Saturday, June 19, 2010

The "Indestructible" Black Woman Myth...Again



My heart pounded as a watched this video. It reminded me of the physical fights I have gotten into with two male family members who saw no problem in partaking in a physical confrontation with me. Neither one apologised for their behaviour and the female members in my family proceeded to defend and justify these men's actions. One of the males even went on to say that he "understands" why such a physical reaction would have emanated. All this without a word of concern about any sort of emotional distress the fight could have caused or again, even a simple apology. I firmly believe that my being black gives them reason to falsely believe that I am incapable of feeling and therefore make the perfect punching bag.

Yes, there is a double standard. People feel more guilt causing harm to white women than they do to women of colour especially if one is black. Since we are that special group of "chicks who just happen not to have dicks", men find it easy to punch, push, strike and hit us without any inherent guilt or remorse. It is sad. Truly sad.

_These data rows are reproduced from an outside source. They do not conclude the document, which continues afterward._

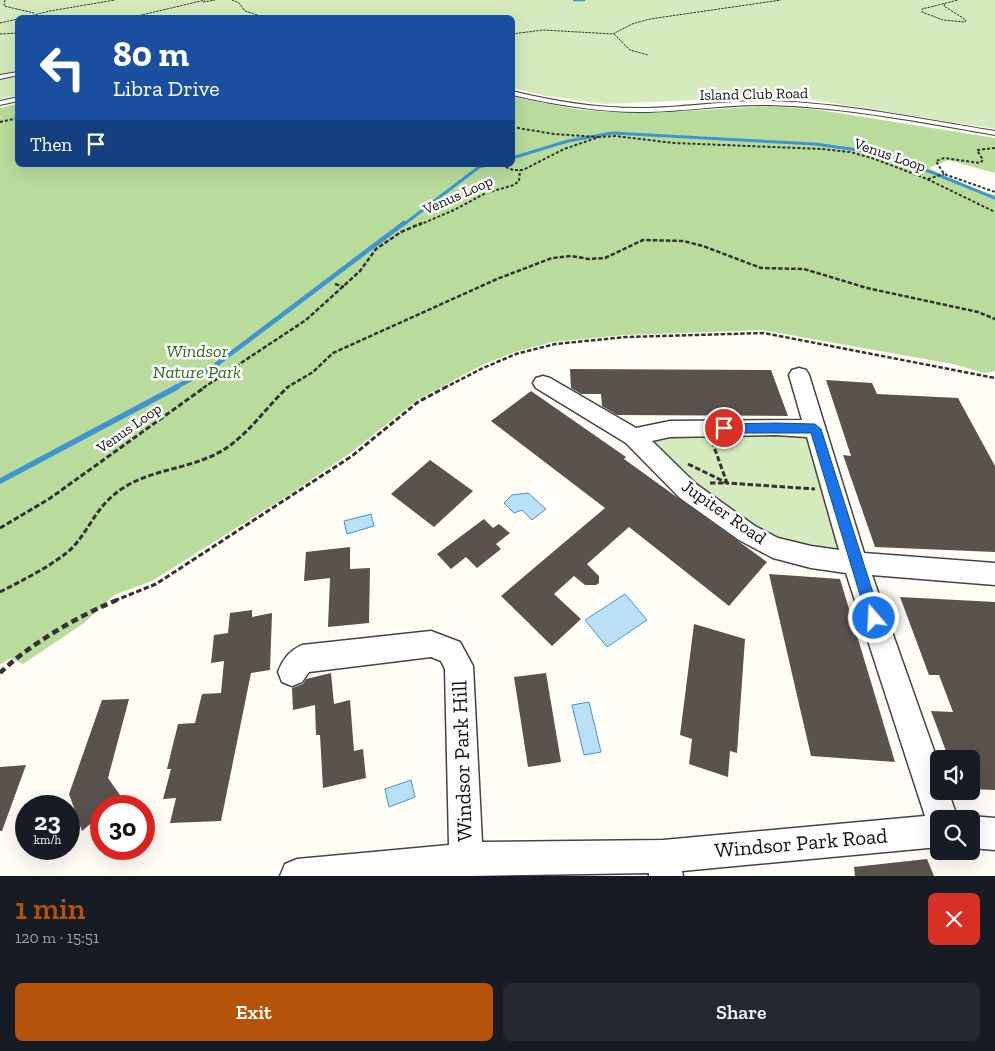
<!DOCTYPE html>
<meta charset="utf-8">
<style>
:root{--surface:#171b24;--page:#242831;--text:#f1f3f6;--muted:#9ea1a6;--accent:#b45309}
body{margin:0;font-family:"Zilla Slab",serif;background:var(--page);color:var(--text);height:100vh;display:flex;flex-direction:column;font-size:19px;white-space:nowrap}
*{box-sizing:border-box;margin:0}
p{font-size:16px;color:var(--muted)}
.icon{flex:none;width:28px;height:28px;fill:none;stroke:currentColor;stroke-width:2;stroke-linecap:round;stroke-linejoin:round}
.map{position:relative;height:876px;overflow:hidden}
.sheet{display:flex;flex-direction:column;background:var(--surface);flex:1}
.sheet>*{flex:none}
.banner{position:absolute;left:15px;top:15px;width:500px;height:152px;border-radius:8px;box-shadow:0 5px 20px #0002;background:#1a4fa0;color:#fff;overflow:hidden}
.buttons{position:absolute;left:930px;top:750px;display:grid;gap:10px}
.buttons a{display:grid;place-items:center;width:50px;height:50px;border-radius:8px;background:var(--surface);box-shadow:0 5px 20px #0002;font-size:25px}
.speed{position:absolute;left:15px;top:795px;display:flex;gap:10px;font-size:25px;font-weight:700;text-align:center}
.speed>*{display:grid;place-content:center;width:65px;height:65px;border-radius:50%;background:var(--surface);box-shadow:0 5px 20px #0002;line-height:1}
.speed small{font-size:12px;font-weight:400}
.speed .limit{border:8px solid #d22;background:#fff;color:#111}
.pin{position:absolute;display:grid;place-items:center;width:42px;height:42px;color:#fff;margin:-21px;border:2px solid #fff;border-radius:50%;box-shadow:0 1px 5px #0007}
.me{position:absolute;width:55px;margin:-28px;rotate:341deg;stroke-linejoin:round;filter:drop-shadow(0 0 4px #0008)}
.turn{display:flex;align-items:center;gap:18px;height:105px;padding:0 15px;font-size:22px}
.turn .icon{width:65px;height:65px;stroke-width:2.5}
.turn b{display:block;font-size:35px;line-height:42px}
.then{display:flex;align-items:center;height:48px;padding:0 15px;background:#0003;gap:10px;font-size:19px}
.round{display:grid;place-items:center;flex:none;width:52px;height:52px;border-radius:8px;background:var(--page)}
.overview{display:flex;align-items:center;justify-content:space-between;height:85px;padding:0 15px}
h1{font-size:30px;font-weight:600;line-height:38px;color:var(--accent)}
.button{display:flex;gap:10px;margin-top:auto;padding:10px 15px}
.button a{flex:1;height:58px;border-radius:8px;background:var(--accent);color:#fff;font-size:20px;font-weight:600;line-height:58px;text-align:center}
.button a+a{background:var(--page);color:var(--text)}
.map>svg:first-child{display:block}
</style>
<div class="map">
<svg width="995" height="876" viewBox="0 0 995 876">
<rect width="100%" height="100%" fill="#fffdf5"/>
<g fill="#d5ebbd">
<path d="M0,0H995V129L813,100L765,97L605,104L547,96L513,88L512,18H18L17,95L0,99Z"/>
<path d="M815,429L855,563L773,547L634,437Z"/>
</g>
<path fill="#b9dc9c" d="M513,97L581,110L609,112L656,113L769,106L813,109L995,138V173L948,160L929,168L965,187L995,195V371L985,373L953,364L762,330L625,335L552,342L515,352L482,365L417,400L349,454L284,498L152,581L114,595L84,623L23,664L10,658L0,665V108L17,104L18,165H512Z"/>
<g fill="#b9e0f7" stroke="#3f96cf">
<path d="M528,493L546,509L532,520L522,510L514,513L504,503L512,495Z"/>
<path d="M371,514L374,526L347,534L344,521Z"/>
<path d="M625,594L647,620L607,647L585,620Z"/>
<path d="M589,702L601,752L584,755L572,705Z"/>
<path d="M411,780L415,797L389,807L385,789Z"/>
</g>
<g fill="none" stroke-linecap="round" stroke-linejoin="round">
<path stroke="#3f96cf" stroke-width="2.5" d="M574,0H584"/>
<g stroke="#3f96cf" stroke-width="3">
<path d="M512,158L568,141L612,133L815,144L865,151L931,172L995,198"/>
<path d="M403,225L479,167L487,165"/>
</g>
<path stroke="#3f96cf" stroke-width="4.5" d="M174,388L209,370L404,223"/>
<path stroke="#3f96cf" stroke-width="5.5" d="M0,481L177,387"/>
</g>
<g fill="#5a524d">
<path d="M570,369L771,370L788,416L617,415L602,406L601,394H581L571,388Z"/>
<path d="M826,380L872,383L877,394L958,398L995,466V552L875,547L843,455L851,456Z"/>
<path d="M531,391L626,457L624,459L767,562L729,606L629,527L587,564L599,576V583L596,585H585L574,576L554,594L581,619L552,646L501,596L605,508L491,421Z"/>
<path d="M430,460L473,491L434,527L391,494Z"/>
<path d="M484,519L493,528L499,524L510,533L496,544L501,549L477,568L466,557L451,569L437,554Z"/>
<path d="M350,547V569L370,568L369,623L328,627L330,578L304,581L306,552Z"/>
<path d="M769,574L840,579L895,762L811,756Z"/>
<path d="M900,597L995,602V790L971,789V759H949L931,711L953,712L939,675H929Z"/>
<path d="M252,610V617L272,613L270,670L251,673L221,821L170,823L176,798L163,799L171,769H167L178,724L195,723L202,694L221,693L224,661L211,663L214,635L228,633L230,613Z"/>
<path d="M694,624L745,639L737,753L730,751L728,777L689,764L692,739L680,735Z"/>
<path d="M331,673L334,704L350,700L354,751L363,749L366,778L323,788L320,735H316L315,705L293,710L292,688L303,684L306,679Z"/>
<path d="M546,673L561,762L528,767L514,677Z"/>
<path d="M129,699L108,778L122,798L111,806H101V815L82,831L69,794L102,700Z"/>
<path d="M26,765L2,831H0V767Z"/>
<path d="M927,859L934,876H855L854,867Z"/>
</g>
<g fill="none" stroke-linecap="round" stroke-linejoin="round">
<g stroke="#444" stroke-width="2">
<g id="lane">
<path d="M18,72V75L0,79V75Z"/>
<path d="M512,91C557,102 602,109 648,108C688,107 729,100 769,101C845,103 920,119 995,131V135C920,122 845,107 769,105C729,104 688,111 648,112C602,113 557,105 512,95Z"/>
<path d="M18,97V101L0,105V101Z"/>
</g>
</g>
<g stroke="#444" stroke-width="3">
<g id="street">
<path d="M799,368L806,370L809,375L864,553L995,563V585L872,575L939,765V791H948L958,819H939V847L682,871L683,876H649V873L470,876H280L285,864L297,859L449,845L445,669L441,661L431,657L309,672L302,682L292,686L282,682L278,672C283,659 289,651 302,645L431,631L460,642L473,666L482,842L663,840L925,816L846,573L811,568L773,558L739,540L680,498L626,443L536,388L533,383L536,378L543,376L550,378L636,428L670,421L802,420L789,375L792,370ZM775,435L807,437L839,550L811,546L778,538L755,526L696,484L652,441L670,437Z"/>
<path d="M971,816L995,818V850L971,848V819H964Z"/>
</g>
</g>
<g stroke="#333" stroke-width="1" stroke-dasharray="2.5 1" stroke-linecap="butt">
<path d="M5,0L4,6L34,13"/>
<path d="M232,0L239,3L245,11L267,18"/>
<path d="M203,2L215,0"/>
<path d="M945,4L944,6L966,20L965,22L943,20L922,12V9L958,0"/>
<path d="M22,18L50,11L115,0"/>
<path d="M129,18L205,0"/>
<path d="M0,23L18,19"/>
<path d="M0,34L18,33"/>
<path d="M512,34L543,30L613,34L632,24L650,19L781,0"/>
<path d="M614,34L630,50L648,55"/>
</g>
<g stroke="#333" stroke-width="2" stroke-dasharray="3 2" stroke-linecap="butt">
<path d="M0,122L18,118"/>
<path d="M512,127L554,134L598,137"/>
<path d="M995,148L977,150L983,160L980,163L944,158L936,161L944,174L995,192"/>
<path d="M501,165L513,170H523L564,149L599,137L615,136L674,143L822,149L850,152L875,159L927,179L995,212"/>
<path d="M928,179L944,174"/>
<path d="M419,225L454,210L486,193L514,185L519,181L520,170"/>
</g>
<g stroke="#333" stroke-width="2.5" stroke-dasharray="4.5 2" stroke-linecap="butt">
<path d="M335,284L344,287"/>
<path d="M203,388L306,320L360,271L376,249L401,232L422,223"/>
<path d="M286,388L313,372L333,353L497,279L552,258L571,256L589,259L605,258L643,240L683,241L703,246L761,268L804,269L867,288L978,312L995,319"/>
<path d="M444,388L483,368L516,354L555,344L626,337L764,333L995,378"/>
</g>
<g stroke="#333" stroke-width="3" stroke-dasharray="5.5 2.5" stroke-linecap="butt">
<path d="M688,464L727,483L815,489"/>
<path d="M710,483H727L713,444"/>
<path d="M0,528L49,499L205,387"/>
<path d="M0,592C21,581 58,563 74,546C92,525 97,505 123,488C151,470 186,469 216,454C245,440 264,409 288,387"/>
<path d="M114,601L156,584L352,456L418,402L446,387"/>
</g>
<g stroke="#333" stroke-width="4.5" stroke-dasharray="7 4" stroke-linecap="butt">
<path d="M0,673C28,645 80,615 117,600"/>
<path d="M954,851L956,856L971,857"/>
</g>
<use href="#lane" fill="#fff" fill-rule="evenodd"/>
<use href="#street" fill="#fff" fill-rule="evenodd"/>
</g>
<path fill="#1a73e8" stroke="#114b97" d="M775,423L815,424L821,429L881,618L879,622L874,624L869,622L867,618L811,433H724L719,428L724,424Z"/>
<g text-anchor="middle" stroke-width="5" stroke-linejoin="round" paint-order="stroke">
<g font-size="15" fill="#111" stroke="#fff">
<text transform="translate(754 94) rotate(-1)" y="5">Island Club Road</text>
<text transform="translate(890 155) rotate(19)" y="5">Venus Loop</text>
<text transform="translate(458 195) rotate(-24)" y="5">Venus Loop</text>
<text transform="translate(129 428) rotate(-35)" y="5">Venus Loop</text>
</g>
<g font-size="18" font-style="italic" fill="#2f6b1f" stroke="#fff">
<text x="197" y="357">Windsor<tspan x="197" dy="21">Nature Park</tspan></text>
</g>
<g font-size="18" fill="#111" stroke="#fff">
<text transform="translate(724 512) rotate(35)" y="6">Jupiter Road</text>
</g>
<g font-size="21" fill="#111" stroke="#fff">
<text transform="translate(462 761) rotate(-92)" y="7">Windsor Park Hill</text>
<text transform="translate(801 843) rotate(-5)" y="7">Windsor Park Road</text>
</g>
</g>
</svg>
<div class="buttons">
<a><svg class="icon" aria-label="sound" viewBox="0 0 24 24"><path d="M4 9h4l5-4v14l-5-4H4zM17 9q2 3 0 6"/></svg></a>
<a><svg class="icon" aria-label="search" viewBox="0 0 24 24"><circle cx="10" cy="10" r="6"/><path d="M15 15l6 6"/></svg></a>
</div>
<div class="speed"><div>23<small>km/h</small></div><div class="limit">30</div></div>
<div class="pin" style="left:724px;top:428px;background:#d93025"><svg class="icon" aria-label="arrive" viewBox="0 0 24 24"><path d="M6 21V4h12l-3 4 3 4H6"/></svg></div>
<svg class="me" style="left:874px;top:618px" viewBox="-20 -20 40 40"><circle r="17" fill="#1a73e8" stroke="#fff" stroke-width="3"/><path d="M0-11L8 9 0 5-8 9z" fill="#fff"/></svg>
<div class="banner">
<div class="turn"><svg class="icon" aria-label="left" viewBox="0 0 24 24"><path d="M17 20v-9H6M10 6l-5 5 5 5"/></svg><div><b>80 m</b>Libra Drive</div></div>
<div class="then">Then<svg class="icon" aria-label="arrive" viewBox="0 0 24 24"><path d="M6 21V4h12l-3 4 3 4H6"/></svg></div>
</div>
</div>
<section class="sheet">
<div class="overview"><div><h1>1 min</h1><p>120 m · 15:51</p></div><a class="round" style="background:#d93025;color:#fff"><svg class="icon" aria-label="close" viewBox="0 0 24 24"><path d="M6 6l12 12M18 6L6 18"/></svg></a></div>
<div class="button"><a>Exit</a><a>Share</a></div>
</section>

That people are still very much incapable of understanding that black women are not as tough as society aims to point us out to be. That we are neither punching bags nor scapegoats for the satiation of the insecure others fragile id. We were not to be used by others in a way that will grant them a portal to attain a sense of power. It should be known that our bodies are sacred temples around which proper boundaries are put in place to prevent physical harm that those who fail to recognise our humanity wish to cause.

But here is where I am slightly ambivalent about this whole dichotomy. White women are apparently considered more womanly than the rest of us and deserving of courteous behaviour. As plenty of people have noted in their analysis', a man should not strike a woman under any circumstance so the ease with which the cop in question hit this young woman is reflective of a racist belief in a black woman's apparent "masculinity". Yet do I necessarily want to be viewed as weak and in need of protection? Not at all. Neither do I want to have someone engage in unwarranted physical confrontation with me. There must be a middle ground. Digressing to each extreme is neither good nor healthy in attempting to assert a real sense of equality.